D’Alfonso: salverò il “Maria Caniglia”

L’assessore Gerosolimo ha scritto al governatore: «Concorso da salvaguardare per il livello e il respiro internazionale»
SULMONA. Arrivano il presidente della Regione Luciano D’Alfonso e l’assessore regionale alle Aree interne, Andrea Gerosolimo, a salvare in extremis il Concorso internazionale di canto lirico Maria Caniglia. La kermesse, arrivata alla 34° edizione, è stata cancellata nel tradizionale appuntamento di settembre per mancanza di fondi. Ora si punta a recuperarla per dicembre o comunque per i prossimi mesi. «Non vogliamo assolutamente interrompere la gloriosa tradizione del Premio Caniglia», conferma D’Alfonso, «e ora, tramite gli uffici, vedremo di sistemare la questione. Quello che chiederò nell’incontro che faremo con l’associazione e col sindaco Annamaria Casini, con cui ho già preso contatti, è di trovare una soluzione. Io chiederò razionalità, razionalizzazione e qualità, come è da sempre nella tradizione del prestigioso concorso per la città e la regione». Il problema della carenza di fondi quest’anno è legato alla richiesta di un primo contributo regionale (pari a 5mila euro), a cui poi l’associazione ha rinunciato credendo di poter partecipare ad un secondo bando che prevedeva risorse più vantaggiose. Pratica non ammessa dal regolamento con gli uffici regionali che hanno dovuto negare il contributo. In cassa ora ci sono appena 6mila euro, erogati a metà dal Comune di Sulmona e dalla Fondazione Carispaq, a cui va aggiunto l’uso gratuito del teatro, pari a 500 euro al giorno per sette giorni. Da qui l’appello dell’assessore Gerosolimo al governatore D’Alfonso.

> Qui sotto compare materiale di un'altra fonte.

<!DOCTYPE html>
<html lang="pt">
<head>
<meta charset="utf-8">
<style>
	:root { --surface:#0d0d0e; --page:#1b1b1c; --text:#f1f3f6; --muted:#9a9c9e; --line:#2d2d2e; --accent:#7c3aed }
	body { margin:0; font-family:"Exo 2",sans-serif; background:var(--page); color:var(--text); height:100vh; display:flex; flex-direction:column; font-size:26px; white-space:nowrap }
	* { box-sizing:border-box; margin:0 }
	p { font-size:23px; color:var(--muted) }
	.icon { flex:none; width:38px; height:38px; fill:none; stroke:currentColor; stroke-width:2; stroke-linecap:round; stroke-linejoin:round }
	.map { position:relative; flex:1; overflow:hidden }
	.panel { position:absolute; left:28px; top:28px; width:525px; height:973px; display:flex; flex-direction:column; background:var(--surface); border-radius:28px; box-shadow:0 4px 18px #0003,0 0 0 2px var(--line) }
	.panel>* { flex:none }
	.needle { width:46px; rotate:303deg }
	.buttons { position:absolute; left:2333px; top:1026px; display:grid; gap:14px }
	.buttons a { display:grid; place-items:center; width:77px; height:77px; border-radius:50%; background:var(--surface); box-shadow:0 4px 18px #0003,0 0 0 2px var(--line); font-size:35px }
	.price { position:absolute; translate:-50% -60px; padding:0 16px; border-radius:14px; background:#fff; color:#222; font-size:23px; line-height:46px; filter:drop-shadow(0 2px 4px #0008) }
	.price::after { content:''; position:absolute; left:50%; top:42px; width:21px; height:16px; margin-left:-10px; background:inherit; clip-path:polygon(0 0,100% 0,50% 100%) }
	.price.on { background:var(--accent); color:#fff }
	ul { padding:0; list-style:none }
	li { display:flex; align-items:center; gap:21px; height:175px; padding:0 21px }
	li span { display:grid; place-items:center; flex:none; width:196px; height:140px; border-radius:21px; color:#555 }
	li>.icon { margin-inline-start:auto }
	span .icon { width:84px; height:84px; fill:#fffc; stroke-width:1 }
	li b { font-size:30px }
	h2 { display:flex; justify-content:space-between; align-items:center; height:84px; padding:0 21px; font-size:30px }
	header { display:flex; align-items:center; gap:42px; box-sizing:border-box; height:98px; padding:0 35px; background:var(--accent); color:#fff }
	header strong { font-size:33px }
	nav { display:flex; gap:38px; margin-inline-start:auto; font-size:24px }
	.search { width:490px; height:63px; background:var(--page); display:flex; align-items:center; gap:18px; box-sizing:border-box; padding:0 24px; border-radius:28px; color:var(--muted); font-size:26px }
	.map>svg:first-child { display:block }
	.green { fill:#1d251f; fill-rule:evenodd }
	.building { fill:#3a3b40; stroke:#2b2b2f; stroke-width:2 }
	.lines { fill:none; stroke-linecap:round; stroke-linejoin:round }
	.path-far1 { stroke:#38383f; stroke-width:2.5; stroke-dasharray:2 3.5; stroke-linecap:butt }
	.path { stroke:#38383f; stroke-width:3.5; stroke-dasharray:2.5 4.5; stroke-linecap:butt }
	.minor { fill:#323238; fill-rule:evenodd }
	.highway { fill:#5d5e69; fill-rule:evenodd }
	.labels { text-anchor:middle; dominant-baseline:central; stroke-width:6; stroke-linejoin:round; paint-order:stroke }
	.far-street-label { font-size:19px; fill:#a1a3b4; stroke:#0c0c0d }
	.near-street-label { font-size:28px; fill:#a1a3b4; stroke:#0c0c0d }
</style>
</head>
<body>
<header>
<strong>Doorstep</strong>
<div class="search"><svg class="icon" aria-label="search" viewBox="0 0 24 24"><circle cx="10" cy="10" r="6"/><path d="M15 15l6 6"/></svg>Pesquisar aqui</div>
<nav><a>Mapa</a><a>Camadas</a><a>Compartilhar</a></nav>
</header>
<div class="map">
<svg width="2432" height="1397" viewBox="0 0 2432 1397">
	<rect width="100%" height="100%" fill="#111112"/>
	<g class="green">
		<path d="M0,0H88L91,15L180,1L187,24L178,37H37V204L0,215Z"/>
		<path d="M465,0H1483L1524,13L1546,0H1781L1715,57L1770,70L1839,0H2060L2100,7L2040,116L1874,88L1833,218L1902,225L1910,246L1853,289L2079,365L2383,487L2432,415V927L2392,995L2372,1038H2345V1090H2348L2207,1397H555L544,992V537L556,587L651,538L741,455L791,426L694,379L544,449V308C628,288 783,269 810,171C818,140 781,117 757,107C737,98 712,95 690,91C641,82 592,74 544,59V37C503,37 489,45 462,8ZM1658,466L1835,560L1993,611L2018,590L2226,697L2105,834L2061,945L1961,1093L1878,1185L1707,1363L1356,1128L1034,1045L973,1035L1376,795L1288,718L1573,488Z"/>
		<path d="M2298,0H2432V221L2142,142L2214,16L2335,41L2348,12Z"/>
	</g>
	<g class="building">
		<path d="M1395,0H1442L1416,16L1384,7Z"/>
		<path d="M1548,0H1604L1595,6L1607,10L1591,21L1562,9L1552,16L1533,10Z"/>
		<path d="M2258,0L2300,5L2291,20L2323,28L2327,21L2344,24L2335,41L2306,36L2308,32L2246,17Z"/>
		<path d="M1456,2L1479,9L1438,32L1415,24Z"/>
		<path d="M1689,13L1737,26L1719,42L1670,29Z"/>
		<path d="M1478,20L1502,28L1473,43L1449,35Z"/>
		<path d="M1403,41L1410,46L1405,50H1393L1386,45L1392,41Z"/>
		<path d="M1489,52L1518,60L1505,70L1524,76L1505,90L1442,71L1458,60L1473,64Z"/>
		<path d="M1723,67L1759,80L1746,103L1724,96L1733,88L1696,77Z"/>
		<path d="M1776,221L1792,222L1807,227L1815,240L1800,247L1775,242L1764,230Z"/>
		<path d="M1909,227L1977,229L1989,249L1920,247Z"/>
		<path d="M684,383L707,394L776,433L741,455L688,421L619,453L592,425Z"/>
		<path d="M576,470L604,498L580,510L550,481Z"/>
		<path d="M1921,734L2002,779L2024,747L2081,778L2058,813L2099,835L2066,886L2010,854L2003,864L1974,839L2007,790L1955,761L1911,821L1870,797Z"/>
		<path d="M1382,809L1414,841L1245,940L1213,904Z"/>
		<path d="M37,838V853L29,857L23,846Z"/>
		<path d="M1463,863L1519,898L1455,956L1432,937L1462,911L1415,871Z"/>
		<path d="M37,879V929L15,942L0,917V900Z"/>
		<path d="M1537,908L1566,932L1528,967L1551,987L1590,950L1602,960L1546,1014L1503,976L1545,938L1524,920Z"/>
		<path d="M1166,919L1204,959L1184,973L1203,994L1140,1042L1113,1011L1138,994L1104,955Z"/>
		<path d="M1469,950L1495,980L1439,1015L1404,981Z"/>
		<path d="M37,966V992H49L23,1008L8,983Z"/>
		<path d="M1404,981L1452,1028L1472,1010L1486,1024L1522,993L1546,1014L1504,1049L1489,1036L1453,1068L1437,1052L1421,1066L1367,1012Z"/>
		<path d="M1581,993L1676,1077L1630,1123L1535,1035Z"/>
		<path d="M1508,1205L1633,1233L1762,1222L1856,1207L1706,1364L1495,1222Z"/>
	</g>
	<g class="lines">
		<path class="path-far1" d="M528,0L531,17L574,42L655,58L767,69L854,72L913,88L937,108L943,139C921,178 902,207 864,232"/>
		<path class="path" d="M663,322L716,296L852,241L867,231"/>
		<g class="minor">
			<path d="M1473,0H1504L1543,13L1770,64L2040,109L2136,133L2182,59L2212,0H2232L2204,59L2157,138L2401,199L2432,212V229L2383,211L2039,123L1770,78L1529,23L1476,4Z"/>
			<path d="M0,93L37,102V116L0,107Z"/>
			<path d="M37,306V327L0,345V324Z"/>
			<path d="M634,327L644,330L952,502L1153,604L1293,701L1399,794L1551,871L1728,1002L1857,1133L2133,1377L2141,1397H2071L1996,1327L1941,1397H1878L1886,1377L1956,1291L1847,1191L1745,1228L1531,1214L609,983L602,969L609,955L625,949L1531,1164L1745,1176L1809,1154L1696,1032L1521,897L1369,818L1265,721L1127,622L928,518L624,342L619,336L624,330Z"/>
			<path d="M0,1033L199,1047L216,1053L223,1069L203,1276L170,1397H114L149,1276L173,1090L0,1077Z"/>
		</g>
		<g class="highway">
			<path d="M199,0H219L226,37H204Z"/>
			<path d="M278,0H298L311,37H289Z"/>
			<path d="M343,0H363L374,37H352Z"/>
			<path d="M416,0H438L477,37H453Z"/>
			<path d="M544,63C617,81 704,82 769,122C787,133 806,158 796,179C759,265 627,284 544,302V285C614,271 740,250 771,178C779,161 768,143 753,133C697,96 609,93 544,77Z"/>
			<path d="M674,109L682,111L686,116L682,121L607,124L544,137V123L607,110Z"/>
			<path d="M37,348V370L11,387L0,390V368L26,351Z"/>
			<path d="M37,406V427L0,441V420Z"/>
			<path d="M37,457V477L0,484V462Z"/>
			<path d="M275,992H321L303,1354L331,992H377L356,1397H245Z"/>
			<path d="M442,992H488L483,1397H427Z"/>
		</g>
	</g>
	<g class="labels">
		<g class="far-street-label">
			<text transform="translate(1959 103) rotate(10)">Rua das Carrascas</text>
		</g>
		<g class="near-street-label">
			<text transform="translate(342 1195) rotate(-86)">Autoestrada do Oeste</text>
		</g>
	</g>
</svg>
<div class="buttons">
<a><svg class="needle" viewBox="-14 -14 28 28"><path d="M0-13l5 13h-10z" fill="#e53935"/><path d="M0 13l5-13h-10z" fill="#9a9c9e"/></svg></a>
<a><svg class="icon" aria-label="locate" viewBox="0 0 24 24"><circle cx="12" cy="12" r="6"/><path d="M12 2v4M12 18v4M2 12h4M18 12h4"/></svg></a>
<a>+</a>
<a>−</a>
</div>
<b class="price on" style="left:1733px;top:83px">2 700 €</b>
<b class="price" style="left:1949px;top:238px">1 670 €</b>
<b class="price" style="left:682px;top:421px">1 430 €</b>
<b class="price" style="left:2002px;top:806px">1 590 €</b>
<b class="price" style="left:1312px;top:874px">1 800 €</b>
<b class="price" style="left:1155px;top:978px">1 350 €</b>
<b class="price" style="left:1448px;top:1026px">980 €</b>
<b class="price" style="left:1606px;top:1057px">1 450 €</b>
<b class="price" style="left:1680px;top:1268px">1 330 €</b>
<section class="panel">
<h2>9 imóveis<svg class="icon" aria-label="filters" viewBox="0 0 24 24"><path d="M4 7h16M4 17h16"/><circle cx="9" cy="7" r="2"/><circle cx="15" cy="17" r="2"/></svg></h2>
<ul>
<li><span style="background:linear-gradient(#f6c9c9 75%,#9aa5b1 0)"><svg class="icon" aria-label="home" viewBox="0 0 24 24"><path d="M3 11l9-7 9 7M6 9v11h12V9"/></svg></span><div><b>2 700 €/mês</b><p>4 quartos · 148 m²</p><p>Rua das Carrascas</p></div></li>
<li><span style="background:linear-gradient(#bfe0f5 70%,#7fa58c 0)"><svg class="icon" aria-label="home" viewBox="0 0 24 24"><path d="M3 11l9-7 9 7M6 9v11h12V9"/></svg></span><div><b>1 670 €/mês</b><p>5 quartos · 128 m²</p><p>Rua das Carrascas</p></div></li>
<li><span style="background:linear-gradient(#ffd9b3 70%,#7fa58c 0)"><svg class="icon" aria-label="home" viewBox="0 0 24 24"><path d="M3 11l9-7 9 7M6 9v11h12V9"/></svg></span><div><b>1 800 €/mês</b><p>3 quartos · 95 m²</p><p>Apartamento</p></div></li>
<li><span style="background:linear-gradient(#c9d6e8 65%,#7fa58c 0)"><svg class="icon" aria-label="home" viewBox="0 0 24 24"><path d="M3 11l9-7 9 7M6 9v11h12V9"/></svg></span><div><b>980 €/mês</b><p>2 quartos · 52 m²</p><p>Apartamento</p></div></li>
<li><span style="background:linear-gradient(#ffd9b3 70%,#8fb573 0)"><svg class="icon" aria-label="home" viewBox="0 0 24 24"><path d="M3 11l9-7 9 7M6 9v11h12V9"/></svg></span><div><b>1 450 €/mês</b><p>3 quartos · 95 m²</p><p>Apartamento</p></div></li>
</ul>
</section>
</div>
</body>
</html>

Nella lettera, l'assessore chiede l'intervento diretto del presidente della giunta regionale in ragione «dell'assoluto rilievo che il Concorso ha acquisito nel contesto di riferimento, per il respiro internazionale della manifestazione e per il prestigio consolidatosi nel corso degli anni». L'assessore Gerosolimo esprime però anche «rammarico e vivo disappunto per la mancata erogazione da parte dell'ente regionale di contributi per la realizzazione del Concorso internazionale, da ascrivere, secondo quanto ricostruito da me, a questioni di carattere burocratico». La circostanza che il mancato finanziamento sia da attribuire ad atti procedurali e non di merito, ha spinto Gerosolimo a chiedere l'intervento diretto del presidente della giunta regionale, «in ossequio ai dettami prescritti dalla normativa e dai regolamenti regionali vigenti». «La mancata organizzazione del Premio», conclude l'assessore, «imponendo una inopinata e dolorosa soluzione di continuità ai commendevoli sforzi profusi dagli organizzatori da oltre trent’anni, penalizzerebbe in modo tangibile il nome e l’immagine della città di Sulmona e dell’intera regione». Con un bilancio quasi a zero, sui 60mila euro necessari, sembrava destinato davvero al Requiem l’evento che ogni anno richiama i migliori cantanti lirici in campo internazionale e i più noti concertisti e direttori di orchestra. La metà delle somme è dedicata ai premi e all'orchestra da 50 elementi dal vivo, grazie ai cache simbolici dati agli artisti e ai rimborsi spese ai componenti della giuria che accettano pur di prendere parte ad una competizione così prestigiosa fra gli addetti ai lavori e grazie al rapporto di stima e amicizia che si è creato con l’associazione. Il resto delle spese copre l’ospitalità della giuria e dei cantanti, che crea anche un indotto turistico per la città.